"[49]
About a hundred miles further south, but still in Alberta, we have the
well-known Crow's Nest Mountain, a lone peak, which consists of these
same Algonkian limestones resting on a Cretaceous valley "in a nearly
horizontal attitude," as G.M. Dawson says, which "in its structure and
general appearance much resembles Chief Mountain,"[50] another detached
peak some fifty miles further south, just across the boundary line in
Montana.
Chief Mountain has been well described by Bailey Willis,[51] who
estimates that the Cretaceous beds underneath this mountain must be
3,500 feet thick; while the so-called "thrust plane is essentially
_parallel to the bedding_" of the upper series.[52]

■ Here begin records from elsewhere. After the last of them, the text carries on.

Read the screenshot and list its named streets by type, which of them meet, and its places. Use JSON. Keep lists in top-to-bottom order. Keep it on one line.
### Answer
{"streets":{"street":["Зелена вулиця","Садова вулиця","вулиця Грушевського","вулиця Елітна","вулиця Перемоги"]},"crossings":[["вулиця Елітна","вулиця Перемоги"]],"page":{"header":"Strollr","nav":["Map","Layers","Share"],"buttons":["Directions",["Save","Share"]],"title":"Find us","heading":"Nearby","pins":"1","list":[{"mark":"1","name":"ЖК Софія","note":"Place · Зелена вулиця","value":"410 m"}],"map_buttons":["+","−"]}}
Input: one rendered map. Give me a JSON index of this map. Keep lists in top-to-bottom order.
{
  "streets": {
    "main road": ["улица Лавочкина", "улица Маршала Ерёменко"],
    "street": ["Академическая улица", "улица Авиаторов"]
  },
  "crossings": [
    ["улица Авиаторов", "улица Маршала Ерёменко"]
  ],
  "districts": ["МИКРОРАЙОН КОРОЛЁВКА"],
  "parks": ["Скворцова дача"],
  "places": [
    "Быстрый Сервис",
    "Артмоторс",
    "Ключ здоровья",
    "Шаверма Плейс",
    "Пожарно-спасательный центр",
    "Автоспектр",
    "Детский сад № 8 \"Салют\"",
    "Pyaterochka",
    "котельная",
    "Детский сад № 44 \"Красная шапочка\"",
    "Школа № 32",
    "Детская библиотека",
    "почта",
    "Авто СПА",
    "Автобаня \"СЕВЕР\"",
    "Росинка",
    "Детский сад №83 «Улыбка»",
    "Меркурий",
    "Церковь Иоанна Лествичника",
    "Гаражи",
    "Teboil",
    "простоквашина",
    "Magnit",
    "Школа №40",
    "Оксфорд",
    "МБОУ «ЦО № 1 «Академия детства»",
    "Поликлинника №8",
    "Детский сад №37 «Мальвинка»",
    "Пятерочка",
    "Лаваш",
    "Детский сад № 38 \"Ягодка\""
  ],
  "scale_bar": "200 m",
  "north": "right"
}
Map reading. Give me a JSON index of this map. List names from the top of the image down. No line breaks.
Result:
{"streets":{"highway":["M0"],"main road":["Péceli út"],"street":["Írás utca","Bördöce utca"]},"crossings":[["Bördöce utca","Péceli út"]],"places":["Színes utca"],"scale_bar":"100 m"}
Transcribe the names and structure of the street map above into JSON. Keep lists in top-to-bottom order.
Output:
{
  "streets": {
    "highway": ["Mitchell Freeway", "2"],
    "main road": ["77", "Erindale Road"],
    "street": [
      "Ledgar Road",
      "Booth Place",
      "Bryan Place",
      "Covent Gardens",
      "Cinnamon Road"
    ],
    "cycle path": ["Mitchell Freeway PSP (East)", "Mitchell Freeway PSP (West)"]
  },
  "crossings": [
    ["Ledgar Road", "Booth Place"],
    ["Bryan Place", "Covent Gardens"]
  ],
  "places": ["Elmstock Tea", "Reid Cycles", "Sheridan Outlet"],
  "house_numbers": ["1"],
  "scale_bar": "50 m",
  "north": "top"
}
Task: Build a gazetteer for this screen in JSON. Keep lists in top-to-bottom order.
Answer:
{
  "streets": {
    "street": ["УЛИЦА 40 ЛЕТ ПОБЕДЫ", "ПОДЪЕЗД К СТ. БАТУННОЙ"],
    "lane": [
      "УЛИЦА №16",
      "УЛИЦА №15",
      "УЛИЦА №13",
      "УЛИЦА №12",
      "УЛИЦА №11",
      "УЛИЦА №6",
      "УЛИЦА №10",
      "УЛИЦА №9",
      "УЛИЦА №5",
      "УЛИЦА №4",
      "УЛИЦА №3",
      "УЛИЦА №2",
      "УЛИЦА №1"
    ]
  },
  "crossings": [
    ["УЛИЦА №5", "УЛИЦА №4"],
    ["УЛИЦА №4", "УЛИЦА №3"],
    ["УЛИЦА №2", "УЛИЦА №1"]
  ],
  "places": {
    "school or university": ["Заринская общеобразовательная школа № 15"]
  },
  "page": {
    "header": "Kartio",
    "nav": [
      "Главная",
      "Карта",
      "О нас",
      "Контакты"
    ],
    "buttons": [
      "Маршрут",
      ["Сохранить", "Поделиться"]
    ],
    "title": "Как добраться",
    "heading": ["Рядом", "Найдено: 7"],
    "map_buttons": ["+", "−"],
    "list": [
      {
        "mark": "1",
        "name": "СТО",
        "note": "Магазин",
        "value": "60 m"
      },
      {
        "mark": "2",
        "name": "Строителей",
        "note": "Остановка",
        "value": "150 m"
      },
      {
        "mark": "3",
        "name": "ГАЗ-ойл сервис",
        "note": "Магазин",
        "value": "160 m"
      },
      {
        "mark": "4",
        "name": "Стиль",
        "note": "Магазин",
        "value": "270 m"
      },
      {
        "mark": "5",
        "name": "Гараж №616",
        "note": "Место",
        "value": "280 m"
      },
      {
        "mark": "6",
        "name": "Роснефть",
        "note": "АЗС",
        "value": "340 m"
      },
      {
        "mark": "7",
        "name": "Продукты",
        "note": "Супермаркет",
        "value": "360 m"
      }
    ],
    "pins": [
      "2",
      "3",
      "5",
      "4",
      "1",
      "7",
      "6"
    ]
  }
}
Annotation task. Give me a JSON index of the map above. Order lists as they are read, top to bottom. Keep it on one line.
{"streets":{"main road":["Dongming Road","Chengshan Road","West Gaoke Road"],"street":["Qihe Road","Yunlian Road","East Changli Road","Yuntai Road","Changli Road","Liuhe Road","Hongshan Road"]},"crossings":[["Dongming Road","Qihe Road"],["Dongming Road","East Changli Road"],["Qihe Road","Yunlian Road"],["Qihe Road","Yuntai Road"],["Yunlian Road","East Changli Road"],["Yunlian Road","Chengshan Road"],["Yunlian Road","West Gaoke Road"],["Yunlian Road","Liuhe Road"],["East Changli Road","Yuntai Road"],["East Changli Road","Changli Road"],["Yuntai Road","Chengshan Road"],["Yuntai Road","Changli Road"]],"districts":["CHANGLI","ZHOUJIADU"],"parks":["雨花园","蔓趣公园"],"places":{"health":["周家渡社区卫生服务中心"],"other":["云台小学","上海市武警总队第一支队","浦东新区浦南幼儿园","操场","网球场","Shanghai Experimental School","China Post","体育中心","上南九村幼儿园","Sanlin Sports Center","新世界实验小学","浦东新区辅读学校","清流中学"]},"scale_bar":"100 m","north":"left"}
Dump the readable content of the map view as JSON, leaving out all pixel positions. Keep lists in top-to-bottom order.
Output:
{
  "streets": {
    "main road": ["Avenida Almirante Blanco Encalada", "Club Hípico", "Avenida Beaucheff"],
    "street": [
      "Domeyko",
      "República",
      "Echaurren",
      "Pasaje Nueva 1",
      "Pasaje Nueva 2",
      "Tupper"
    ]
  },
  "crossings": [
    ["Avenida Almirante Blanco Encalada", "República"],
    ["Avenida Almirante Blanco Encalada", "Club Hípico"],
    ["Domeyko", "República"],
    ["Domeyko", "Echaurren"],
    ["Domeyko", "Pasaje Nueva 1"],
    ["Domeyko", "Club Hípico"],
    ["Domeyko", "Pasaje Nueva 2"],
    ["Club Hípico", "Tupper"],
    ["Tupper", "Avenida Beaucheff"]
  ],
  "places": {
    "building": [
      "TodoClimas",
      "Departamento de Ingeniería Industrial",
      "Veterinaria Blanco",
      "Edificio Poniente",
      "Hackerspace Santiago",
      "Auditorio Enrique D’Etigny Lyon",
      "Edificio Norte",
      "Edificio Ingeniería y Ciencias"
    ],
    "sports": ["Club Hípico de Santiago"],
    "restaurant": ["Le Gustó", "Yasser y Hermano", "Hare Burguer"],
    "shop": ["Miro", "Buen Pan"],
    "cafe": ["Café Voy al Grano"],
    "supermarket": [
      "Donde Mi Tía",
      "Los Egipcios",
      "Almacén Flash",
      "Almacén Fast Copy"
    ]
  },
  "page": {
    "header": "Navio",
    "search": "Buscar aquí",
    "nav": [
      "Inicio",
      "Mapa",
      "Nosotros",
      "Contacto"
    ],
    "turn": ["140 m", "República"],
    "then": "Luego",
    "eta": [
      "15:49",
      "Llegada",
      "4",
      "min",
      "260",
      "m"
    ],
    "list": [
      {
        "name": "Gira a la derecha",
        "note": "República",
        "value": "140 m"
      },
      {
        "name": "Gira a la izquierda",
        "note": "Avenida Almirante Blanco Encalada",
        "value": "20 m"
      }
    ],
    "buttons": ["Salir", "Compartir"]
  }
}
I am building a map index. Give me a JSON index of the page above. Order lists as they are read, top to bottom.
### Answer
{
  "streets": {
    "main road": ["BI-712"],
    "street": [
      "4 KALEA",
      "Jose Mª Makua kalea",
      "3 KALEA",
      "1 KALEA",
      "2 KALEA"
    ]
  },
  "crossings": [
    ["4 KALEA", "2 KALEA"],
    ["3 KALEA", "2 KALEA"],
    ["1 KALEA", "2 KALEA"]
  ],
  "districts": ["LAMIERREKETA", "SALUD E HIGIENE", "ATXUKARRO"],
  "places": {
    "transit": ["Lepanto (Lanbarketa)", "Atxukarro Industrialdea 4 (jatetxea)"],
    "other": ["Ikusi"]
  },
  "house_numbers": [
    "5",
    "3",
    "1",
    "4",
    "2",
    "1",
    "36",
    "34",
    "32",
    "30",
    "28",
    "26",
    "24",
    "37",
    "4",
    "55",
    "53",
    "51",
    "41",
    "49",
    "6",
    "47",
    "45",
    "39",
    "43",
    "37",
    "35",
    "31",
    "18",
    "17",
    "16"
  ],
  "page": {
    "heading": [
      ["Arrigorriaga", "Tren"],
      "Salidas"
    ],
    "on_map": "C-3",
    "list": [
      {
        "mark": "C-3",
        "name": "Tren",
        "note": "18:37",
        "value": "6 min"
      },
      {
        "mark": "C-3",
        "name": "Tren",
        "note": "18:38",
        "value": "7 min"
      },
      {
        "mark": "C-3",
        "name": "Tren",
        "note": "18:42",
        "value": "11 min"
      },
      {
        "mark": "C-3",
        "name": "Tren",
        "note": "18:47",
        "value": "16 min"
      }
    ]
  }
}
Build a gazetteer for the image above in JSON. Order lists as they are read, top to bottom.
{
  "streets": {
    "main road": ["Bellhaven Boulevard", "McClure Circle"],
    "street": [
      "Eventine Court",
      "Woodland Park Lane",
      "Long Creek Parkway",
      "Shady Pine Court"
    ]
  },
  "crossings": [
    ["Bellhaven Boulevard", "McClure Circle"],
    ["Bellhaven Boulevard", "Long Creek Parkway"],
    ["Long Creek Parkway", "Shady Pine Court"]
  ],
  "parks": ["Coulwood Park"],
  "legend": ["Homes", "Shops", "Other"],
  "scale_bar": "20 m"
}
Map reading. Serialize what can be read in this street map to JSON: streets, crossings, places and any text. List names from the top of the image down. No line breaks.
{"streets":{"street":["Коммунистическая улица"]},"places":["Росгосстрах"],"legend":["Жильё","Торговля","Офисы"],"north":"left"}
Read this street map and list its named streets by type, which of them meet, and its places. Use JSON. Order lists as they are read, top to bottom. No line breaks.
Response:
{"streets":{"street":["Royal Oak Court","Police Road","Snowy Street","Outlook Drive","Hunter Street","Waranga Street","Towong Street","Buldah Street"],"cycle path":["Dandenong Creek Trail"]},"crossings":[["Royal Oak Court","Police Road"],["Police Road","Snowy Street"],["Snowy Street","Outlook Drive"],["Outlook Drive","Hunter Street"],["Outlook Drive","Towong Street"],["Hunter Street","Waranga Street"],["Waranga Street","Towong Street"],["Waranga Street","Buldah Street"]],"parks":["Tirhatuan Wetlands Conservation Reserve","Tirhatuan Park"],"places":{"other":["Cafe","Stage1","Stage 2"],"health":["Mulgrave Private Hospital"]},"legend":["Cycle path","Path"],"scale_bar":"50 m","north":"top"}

"This apparently is true not only of the segments of thrust surface
beneath eastern Flattop, Yellow, and Chief Mountain, but also of the
more deeply buried portions which appear to dip with the Algonkian
strata into the syncline. While observation is not complete, it may be
assumed on a basis of fact that thrust surfaces and bedding are nearly
parallel over extensive areas."[53]
[Footnote 49: Report, 1886, Part D, p. 84.]
[Footnote 50: Report, 1885, Part B, p. 67.]
[Footnote 51: _Bull. Geol. Soc._, Vol. 13, pp. 305-352.